Having tools and having good tools that actually work are two different things. I would argue that many Western women have been shortchanged in this area. It’s gonna be hard for me to fix a leaky pipe with this:
I leave you with an excellent comment I found Roy’s place, which nutshells this idiocy beautifully:
Pff, these jerky feminists, with their civilization that’s too advanced, smugly demanding there be no rape! Why don’t they ever tweet about how great it is to have universally noble cops and problem-solving rape kits?? Ungrateful bitches!
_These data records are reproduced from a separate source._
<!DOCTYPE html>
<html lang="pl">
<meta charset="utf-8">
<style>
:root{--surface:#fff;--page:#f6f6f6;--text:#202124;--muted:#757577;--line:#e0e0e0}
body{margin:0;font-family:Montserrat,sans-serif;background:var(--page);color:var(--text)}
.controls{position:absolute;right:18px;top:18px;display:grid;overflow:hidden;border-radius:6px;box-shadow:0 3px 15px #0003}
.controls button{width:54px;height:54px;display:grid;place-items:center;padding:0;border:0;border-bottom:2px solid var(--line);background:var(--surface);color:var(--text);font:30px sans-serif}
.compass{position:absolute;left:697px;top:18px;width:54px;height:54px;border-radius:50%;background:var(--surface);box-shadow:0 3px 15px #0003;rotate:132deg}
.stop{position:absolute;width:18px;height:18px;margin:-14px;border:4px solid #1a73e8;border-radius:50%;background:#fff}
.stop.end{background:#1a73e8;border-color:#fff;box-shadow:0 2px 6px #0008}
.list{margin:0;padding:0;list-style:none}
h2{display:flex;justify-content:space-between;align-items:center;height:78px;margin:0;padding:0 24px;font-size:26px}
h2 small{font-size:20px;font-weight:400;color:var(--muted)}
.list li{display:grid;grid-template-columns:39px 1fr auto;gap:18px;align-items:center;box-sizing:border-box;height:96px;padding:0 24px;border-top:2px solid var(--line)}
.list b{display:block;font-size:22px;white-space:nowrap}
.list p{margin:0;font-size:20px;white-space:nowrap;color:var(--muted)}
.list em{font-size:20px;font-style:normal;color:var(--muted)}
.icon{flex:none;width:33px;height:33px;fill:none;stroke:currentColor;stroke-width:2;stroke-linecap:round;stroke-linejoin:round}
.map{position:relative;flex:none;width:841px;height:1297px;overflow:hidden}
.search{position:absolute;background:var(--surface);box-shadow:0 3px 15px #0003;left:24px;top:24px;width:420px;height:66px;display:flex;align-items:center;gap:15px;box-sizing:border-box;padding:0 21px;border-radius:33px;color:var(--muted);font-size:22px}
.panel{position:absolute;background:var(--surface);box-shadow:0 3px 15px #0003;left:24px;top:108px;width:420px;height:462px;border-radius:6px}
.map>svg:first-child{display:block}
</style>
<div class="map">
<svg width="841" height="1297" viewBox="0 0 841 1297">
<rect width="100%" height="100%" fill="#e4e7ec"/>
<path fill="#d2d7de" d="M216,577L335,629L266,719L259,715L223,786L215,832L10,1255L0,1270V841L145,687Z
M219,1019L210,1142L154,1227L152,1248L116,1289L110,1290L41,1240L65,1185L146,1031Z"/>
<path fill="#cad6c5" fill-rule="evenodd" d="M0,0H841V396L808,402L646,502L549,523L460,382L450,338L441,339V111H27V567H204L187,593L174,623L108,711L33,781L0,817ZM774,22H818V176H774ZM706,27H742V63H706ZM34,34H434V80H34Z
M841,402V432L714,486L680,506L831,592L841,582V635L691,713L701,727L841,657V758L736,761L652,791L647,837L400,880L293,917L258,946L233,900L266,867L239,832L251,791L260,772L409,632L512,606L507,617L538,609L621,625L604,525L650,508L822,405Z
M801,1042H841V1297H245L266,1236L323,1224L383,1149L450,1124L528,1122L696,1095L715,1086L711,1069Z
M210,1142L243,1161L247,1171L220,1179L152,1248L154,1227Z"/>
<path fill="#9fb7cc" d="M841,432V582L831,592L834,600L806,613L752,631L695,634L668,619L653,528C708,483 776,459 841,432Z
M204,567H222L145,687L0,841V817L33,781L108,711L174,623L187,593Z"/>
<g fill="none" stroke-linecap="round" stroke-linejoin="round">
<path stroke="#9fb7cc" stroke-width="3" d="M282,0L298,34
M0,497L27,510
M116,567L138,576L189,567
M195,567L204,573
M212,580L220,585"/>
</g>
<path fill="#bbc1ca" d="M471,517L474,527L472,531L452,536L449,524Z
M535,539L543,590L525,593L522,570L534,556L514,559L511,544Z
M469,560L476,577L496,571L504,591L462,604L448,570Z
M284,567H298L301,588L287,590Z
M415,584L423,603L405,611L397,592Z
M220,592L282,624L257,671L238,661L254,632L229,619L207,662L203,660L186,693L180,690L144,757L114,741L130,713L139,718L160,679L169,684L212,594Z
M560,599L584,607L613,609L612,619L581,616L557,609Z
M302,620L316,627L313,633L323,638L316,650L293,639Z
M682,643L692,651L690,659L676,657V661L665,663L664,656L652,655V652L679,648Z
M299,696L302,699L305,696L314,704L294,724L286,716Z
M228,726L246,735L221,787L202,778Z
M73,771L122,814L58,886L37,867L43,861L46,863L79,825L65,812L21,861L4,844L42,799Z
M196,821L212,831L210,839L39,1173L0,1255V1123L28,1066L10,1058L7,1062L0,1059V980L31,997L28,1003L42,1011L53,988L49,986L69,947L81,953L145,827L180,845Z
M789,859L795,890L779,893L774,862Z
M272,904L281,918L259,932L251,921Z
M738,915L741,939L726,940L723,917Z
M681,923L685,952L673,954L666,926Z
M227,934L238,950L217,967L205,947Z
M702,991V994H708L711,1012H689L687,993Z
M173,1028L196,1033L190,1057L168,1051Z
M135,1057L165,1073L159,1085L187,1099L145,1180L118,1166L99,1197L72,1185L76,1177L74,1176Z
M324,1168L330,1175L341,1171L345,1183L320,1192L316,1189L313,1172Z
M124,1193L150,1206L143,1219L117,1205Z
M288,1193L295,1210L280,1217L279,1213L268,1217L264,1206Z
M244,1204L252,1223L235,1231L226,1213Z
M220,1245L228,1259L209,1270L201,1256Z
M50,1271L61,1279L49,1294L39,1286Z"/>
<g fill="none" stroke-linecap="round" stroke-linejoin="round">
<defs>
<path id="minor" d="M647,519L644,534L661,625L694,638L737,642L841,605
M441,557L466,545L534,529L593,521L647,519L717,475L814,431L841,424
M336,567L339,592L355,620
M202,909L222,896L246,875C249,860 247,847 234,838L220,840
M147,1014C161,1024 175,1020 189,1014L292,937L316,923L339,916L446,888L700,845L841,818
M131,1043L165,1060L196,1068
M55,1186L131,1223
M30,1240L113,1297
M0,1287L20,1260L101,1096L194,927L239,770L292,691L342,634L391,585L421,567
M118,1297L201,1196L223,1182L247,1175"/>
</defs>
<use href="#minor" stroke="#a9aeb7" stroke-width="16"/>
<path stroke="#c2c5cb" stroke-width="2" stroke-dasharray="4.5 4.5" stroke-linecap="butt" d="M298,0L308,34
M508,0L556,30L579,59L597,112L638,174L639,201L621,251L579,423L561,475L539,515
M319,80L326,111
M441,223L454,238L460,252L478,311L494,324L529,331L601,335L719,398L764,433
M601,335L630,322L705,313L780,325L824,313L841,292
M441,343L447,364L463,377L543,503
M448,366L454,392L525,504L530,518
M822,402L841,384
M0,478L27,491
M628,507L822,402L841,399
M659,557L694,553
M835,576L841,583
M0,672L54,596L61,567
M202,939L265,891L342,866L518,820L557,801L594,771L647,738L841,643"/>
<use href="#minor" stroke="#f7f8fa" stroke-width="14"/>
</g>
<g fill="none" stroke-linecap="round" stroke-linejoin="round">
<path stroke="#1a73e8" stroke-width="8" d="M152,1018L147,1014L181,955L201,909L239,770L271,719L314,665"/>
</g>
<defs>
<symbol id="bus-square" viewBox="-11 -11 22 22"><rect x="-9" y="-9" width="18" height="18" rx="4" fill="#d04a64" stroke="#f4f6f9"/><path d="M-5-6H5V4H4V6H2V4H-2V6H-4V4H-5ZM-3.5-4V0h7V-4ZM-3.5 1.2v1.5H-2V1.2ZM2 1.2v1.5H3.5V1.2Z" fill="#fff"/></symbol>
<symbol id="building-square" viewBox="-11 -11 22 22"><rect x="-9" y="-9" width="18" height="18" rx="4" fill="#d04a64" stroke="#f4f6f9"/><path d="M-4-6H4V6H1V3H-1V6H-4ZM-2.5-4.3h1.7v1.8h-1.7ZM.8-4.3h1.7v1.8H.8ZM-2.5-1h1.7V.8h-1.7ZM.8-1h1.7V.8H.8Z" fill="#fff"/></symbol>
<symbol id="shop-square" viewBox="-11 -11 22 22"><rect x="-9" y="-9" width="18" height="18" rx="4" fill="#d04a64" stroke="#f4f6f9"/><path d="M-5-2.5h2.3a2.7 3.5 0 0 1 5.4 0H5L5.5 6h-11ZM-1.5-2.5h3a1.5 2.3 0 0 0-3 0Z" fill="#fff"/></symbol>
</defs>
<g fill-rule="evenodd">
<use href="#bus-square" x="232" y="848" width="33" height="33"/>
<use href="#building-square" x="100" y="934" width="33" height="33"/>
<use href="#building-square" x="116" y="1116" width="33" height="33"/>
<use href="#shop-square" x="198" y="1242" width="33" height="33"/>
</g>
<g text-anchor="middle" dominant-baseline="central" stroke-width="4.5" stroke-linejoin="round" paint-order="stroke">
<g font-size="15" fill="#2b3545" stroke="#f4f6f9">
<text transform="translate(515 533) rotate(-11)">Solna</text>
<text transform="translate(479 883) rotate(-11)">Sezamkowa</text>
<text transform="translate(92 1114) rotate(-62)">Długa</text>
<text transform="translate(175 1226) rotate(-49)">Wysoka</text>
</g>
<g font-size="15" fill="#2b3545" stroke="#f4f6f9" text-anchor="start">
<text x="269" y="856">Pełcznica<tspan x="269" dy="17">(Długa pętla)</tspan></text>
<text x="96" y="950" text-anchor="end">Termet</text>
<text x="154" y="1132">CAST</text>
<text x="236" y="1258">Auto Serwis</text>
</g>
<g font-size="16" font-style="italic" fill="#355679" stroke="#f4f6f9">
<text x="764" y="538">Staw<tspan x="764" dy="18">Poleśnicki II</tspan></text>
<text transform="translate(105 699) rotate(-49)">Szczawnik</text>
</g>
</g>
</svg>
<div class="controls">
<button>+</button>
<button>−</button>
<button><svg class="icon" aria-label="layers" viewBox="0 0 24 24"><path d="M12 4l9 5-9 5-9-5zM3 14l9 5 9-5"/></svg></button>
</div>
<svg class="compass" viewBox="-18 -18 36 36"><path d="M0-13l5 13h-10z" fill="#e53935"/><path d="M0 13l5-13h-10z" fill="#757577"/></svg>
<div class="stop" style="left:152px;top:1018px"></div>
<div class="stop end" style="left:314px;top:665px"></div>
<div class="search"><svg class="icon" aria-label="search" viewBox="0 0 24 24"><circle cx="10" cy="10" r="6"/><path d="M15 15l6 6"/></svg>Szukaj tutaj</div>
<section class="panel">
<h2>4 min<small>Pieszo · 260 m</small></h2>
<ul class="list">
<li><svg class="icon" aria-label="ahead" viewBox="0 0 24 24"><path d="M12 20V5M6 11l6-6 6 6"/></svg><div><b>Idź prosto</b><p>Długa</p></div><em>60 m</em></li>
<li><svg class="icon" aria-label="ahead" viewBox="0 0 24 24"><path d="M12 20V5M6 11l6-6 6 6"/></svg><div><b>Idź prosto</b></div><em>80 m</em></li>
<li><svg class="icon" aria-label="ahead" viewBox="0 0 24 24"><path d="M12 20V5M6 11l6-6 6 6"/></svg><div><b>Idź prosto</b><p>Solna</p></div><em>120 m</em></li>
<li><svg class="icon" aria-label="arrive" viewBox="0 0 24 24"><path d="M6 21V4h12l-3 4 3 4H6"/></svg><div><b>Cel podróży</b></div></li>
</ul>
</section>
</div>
Look, Western civilization is perfect as is. But it’s also fragile. And if these bitches try to make it perfecter by reducing rape — angrily! — then we will topple, as we will have committed civilization’s gravest sin: Refusal to accept a certain amount of rape while tweeting heartfelt appreciation for how it could be worse.
UPDATE…another great comment from Matt:
By Ms. Cusey’s standard, does that mean the American Christianists should STFU about how “persecuted” they are, since there are other members of their religion being *killed* overseas? Or is the argument that being called a bigot after they go on a rant about how terrible “TEH GHEYZ” are somehow supposed to be worse than being killed?